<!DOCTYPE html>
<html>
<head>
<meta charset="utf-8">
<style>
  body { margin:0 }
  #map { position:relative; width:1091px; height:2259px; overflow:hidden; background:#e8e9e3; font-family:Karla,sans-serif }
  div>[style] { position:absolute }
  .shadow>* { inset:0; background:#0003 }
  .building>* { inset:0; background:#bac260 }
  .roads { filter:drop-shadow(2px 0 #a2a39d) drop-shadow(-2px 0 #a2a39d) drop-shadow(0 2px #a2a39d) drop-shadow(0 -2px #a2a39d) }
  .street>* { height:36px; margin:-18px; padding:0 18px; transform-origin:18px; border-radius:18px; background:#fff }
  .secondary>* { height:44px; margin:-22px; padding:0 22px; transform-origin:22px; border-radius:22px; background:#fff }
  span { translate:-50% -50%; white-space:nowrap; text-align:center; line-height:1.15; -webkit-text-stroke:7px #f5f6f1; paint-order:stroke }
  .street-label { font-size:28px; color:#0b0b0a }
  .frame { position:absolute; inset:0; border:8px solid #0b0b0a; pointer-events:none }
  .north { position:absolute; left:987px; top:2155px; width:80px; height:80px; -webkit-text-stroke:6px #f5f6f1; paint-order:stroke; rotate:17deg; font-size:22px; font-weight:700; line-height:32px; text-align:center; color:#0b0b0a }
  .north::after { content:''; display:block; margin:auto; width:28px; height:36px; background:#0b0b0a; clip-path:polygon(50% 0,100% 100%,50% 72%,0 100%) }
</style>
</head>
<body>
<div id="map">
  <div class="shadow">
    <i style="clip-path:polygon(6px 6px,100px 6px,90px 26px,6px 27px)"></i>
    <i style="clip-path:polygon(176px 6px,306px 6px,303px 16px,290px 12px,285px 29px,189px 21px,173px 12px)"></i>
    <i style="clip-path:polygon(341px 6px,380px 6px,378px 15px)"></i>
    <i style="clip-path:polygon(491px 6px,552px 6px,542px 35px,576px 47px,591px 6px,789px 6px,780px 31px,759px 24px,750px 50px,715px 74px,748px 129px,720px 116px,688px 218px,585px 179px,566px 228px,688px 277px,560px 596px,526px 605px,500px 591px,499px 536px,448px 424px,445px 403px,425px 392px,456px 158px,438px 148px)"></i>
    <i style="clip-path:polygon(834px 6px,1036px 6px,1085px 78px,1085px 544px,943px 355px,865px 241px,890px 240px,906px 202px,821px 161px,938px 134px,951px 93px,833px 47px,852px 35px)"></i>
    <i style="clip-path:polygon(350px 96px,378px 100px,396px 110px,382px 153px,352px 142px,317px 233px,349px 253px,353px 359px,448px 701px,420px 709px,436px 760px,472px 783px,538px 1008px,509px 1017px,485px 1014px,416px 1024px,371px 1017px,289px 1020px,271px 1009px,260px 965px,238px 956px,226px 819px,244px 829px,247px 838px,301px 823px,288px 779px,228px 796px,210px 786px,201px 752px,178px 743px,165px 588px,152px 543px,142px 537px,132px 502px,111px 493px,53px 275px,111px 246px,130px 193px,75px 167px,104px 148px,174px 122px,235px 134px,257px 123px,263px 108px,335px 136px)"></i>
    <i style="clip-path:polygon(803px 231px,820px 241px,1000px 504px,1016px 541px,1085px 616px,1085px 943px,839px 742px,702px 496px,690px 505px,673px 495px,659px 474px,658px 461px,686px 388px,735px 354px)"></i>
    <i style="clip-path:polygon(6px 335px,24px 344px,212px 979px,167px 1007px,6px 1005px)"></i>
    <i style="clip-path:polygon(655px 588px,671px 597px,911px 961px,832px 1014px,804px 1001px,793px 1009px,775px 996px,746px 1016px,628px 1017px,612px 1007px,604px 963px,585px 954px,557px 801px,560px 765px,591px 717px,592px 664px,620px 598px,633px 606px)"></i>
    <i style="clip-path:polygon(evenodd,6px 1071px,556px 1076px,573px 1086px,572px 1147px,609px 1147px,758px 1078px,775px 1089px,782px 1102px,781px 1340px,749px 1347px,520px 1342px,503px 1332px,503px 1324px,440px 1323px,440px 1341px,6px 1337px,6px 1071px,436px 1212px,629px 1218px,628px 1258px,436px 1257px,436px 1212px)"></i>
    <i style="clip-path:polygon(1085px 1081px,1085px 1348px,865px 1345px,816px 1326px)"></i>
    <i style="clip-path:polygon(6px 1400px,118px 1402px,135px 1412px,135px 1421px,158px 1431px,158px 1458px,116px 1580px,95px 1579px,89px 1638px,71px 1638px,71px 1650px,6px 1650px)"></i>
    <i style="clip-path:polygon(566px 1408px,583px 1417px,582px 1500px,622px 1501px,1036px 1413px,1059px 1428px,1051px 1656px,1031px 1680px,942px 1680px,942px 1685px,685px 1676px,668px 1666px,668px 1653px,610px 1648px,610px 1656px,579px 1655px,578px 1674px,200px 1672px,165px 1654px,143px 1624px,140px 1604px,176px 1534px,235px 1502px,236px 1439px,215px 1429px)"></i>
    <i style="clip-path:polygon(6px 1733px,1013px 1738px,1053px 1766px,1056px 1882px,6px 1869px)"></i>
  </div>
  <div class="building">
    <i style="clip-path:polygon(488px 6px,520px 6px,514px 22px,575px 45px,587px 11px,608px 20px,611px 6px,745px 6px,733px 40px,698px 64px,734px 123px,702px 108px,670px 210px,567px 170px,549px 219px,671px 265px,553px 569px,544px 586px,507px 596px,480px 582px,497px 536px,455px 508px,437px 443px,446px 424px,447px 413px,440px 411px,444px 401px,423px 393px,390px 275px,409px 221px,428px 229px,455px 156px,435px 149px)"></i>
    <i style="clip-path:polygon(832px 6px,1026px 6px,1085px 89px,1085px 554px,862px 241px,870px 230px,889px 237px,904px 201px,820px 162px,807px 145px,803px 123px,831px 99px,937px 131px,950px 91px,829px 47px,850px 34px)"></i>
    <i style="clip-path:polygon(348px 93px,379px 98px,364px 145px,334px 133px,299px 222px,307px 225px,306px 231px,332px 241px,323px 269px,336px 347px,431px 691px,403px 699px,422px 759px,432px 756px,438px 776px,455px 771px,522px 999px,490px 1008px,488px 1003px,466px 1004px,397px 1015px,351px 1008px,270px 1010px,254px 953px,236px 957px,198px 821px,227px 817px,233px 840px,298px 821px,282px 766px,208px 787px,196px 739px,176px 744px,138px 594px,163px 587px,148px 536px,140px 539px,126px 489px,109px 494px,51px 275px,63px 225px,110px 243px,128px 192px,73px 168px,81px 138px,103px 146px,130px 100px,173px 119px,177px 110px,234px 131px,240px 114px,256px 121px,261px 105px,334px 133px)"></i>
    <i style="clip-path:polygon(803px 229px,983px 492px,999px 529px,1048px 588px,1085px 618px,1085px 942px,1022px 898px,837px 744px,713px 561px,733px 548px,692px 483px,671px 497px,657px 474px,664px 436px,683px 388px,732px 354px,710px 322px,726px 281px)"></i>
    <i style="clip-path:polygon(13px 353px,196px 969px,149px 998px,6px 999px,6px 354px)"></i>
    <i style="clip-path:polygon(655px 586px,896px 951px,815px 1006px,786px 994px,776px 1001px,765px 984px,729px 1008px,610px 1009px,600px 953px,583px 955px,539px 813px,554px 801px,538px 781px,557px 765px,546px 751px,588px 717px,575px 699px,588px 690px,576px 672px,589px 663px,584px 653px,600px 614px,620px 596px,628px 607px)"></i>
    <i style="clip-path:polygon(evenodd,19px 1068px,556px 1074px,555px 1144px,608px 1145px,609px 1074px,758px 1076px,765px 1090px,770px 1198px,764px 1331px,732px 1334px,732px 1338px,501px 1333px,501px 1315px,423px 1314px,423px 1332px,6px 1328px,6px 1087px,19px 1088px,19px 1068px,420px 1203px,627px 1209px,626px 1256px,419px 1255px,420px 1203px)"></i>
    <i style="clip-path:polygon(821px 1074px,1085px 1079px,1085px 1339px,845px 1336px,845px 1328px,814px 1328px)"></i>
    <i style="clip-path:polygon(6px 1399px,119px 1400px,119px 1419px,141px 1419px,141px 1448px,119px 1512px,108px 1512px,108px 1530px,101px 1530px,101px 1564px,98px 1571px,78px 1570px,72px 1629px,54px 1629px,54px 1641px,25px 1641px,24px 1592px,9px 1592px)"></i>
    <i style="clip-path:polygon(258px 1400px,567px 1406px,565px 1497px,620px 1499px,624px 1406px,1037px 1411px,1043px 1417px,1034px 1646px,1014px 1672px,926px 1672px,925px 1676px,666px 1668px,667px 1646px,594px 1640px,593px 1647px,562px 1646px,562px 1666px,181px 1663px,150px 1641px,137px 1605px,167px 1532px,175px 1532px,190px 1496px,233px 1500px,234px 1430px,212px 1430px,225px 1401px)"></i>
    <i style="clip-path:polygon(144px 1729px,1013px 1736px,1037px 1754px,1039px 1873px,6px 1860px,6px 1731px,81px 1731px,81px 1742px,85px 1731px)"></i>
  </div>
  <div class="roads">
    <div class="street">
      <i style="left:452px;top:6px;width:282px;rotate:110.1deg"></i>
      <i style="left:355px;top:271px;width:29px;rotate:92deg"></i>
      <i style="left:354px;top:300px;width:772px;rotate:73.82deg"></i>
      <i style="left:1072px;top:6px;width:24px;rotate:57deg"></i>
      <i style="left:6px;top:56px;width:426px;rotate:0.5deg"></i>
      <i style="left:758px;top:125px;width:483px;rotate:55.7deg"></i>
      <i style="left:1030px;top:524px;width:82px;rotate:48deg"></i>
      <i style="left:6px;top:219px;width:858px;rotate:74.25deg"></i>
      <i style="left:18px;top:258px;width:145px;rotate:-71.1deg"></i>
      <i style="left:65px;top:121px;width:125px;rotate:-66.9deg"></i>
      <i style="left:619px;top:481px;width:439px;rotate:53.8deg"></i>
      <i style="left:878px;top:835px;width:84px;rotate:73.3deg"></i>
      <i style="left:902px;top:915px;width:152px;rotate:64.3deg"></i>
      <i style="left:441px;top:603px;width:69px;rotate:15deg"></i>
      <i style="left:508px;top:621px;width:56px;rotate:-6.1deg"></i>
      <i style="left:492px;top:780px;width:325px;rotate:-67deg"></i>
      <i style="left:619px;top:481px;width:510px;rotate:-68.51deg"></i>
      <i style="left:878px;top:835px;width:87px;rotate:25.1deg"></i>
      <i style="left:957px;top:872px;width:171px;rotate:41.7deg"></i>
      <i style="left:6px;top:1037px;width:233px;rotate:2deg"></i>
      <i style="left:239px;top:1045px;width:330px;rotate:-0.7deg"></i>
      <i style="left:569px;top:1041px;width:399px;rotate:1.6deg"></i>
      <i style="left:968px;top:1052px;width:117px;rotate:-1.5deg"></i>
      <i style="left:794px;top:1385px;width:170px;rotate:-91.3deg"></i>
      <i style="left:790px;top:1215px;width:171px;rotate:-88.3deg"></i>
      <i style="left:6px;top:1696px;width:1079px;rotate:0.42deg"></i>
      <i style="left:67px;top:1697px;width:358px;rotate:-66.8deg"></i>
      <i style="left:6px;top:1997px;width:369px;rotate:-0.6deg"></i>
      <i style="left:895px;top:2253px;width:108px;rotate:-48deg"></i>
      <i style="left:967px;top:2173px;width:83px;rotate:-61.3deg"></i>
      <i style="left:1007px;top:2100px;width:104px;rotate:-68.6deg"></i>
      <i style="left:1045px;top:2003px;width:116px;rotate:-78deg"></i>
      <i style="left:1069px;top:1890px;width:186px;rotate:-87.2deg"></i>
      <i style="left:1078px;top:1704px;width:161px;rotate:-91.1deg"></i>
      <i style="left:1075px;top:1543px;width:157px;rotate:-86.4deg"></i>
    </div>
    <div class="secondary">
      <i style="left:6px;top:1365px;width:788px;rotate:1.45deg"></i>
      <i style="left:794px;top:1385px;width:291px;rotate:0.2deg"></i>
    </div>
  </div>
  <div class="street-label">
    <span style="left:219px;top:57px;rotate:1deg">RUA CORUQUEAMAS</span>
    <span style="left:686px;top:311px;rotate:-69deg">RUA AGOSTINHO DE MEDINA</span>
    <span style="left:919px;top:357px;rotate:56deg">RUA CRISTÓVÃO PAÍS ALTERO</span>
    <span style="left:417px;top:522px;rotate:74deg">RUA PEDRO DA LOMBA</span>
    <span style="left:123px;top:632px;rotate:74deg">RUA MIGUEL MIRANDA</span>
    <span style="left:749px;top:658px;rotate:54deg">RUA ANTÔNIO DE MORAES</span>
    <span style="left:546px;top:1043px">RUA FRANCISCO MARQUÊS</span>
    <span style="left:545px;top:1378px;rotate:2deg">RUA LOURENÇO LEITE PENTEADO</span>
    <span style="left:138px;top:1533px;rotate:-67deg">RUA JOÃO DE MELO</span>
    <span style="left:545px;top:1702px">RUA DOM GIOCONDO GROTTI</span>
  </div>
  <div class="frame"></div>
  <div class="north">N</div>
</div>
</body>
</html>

----

**Problem statement**
Transcribe, with no changes, the listing above from its first line through the line with "filter:drop-shadow(2px 0 #a2a39d)", including that line, and stop once it is done.

**Task result**
<!DOCTYPE html>
<html>
<head>
<meta charset="utf-8">
<style>
  body { margin:0 }
  #map { position:relative; width:1091px; height:2259px; overflow:hidden; background:#e8e9e3; font-family:Karla,sans-serif }
  div>[style] { position:absolute }
  .shadow>* { inset:0; background:#0003 }
  .building>* { inset:0; background:#bac260 }
  .roads { filter:drop-shadow(2px 0 #a2a39d) drop-shadow(-2px 0 #a2a39d) drop-shadow(0 2px #a2a39d) drop-shadow(0 -2px #a2a39d) }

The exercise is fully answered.